J'avais évoqué la chose en novembre dernier, la Catalogne prévoit tenir un référendum sur son indépendance. Il n'est donc pas étonnant de trouver écho à cette question dans la région. Ce billet n'a pas pour but de traiter profondément de la question, mais il est ardu de l'éviter complètement, si on veut être honnête en parlant de visiter la catalogne, comme en témoigneront les quelques photos accompagnant le texte.[Je note aussi, pour l'anecdote, qu'avec mon passage dans l'Écosse de mes ancêtres fin décembre dernier, et mon séjour au Québec ce printemps, c'est la troisième "nation" possédant un important mouvement indépendantiste où je mets les pieds en moins d'un an].
Ceci est ma première photo de Girona, au nord de Barcelona. On peut y voir quatre balcons décorés de drapeaux; trois portent l'étoilé en version bleue, et un l'étoilée en version rouge. Dans les deux cas, le drapeau étoilé représente l'indépendance de la Catalogne (*). Le drapeau actuel de la Catalogne comme partie de l'Espagne est un rayé jaune et rouge (sans triangle ni étoile), motif historique que reprend le drapeau indépendantiste.
Autres balcons où on s'affiche pour l'indépendance. À deux pas de ma pension, il y a aussi une librairie indépendantiste, qui annonce fièrement les livres en Catalan (version originale ou en traduction catalane), et affiche son historique de défense de la culture catalane.

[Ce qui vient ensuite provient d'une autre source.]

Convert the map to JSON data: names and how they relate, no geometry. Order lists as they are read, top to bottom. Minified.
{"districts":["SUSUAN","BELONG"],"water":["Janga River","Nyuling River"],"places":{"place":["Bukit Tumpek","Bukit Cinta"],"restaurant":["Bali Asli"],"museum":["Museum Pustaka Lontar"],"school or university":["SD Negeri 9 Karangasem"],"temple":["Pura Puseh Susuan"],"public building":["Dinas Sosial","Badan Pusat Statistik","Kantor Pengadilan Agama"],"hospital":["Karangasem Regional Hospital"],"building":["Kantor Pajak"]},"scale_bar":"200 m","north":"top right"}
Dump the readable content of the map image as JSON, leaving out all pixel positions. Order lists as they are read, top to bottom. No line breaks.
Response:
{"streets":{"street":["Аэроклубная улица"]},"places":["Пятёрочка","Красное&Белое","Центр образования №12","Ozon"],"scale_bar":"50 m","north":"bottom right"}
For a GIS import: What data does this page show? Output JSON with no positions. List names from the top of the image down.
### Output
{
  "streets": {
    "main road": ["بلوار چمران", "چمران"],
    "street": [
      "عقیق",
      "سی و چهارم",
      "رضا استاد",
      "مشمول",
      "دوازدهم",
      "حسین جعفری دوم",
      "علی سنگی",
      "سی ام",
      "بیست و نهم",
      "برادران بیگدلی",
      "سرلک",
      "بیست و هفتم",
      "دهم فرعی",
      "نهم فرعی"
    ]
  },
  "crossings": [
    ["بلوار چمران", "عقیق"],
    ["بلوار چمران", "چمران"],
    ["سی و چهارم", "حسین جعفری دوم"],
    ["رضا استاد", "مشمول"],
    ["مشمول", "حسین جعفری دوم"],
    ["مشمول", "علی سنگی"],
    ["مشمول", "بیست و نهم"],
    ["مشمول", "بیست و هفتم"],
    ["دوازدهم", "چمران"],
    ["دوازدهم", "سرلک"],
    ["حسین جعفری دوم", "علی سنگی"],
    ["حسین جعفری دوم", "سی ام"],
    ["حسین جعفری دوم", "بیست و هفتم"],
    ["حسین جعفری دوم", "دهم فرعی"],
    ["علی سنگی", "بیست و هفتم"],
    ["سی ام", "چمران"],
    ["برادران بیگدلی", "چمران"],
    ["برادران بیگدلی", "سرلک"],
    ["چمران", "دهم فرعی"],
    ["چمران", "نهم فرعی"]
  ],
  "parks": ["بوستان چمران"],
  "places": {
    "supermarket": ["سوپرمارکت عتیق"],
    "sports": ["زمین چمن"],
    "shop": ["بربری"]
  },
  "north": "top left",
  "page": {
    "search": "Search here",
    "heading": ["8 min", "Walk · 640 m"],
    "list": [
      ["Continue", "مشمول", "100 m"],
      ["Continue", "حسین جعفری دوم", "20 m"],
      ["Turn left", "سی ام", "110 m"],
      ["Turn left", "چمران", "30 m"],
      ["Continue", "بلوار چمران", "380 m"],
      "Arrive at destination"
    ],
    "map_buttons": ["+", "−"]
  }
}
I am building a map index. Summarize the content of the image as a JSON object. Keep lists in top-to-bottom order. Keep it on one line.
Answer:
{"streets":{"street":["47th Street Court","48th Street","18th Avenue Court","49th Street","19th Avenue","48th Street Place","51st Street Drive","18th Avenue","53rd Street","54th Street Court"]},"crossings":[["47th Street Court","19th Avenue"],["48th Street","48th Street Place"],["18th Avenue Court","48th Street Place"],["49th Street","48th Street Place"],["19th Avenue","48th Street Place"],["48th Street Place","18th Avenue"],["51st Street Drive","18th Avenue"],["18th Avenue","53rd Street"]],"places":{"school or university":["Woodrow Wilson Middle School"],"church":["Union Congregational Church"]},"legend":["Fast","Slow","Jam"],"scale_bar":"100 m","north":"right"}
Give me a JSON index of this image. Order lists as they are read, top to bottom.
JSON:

Le drapeau indépendantiste est souvent accompagné de slogans comme celui-ci: "Adieu Espagne, on nouveau chemin nous attend" (ma traduction du catalan). D'autres affichent "Catalogne, un nouvel état en Europe" ou encore, un peu plus directement: "la Catalogne n'est pas l'Espagne". Le président catalan a souligné avec vigueur l'entrée dans l'Union Européenne de la Croatie, un petit pays de 4,5 millions de personnes (7,5 millions en Catalogne), qui a joint l'Europe après être devenu indépendant suite à un référendum qui n'avait pas été reconnu par le gouvernement Yougoslave de l'époque, un écho à la non reconnaissance du processus catalan par Madrid jusqu'à maintenant. Le gouvernement espagnol a d'ailleurs évoqué le Kosovo pour "prévenir" les catalans.
Il faut comprendre que les Catalans ont également subi une forte pression à l'assimilation à l'époque de Franco, au cours de laquelle la langue catalane était interdite et plusieurs livres catalans étaient carrément brûlés. J'ai lu qu'une génération complète de catalans ne sont pas capable de lire ou écrire leur langue à cause de ces interdits (ils le parlaient à la maison, mais n'ont jamais appris à le lire ou l'écrire). Le catalan était évidemment prohibé dans les écoles et lieux publics, mais il était également interdit de donner aux enfants des prénoms traditionnellement catalans. Nous ne parlons pas seulement du début du régime à la fin des années 30, mais bien de toute la période de 1939 au milieu des années 1970. Depuis, les choses ont heureusement changées, et la langue catalane est revenue en force dans la région et constitue aujourd'hui une des langues officielles en Catalogne (et la langue officielle des institutions gouvernementales).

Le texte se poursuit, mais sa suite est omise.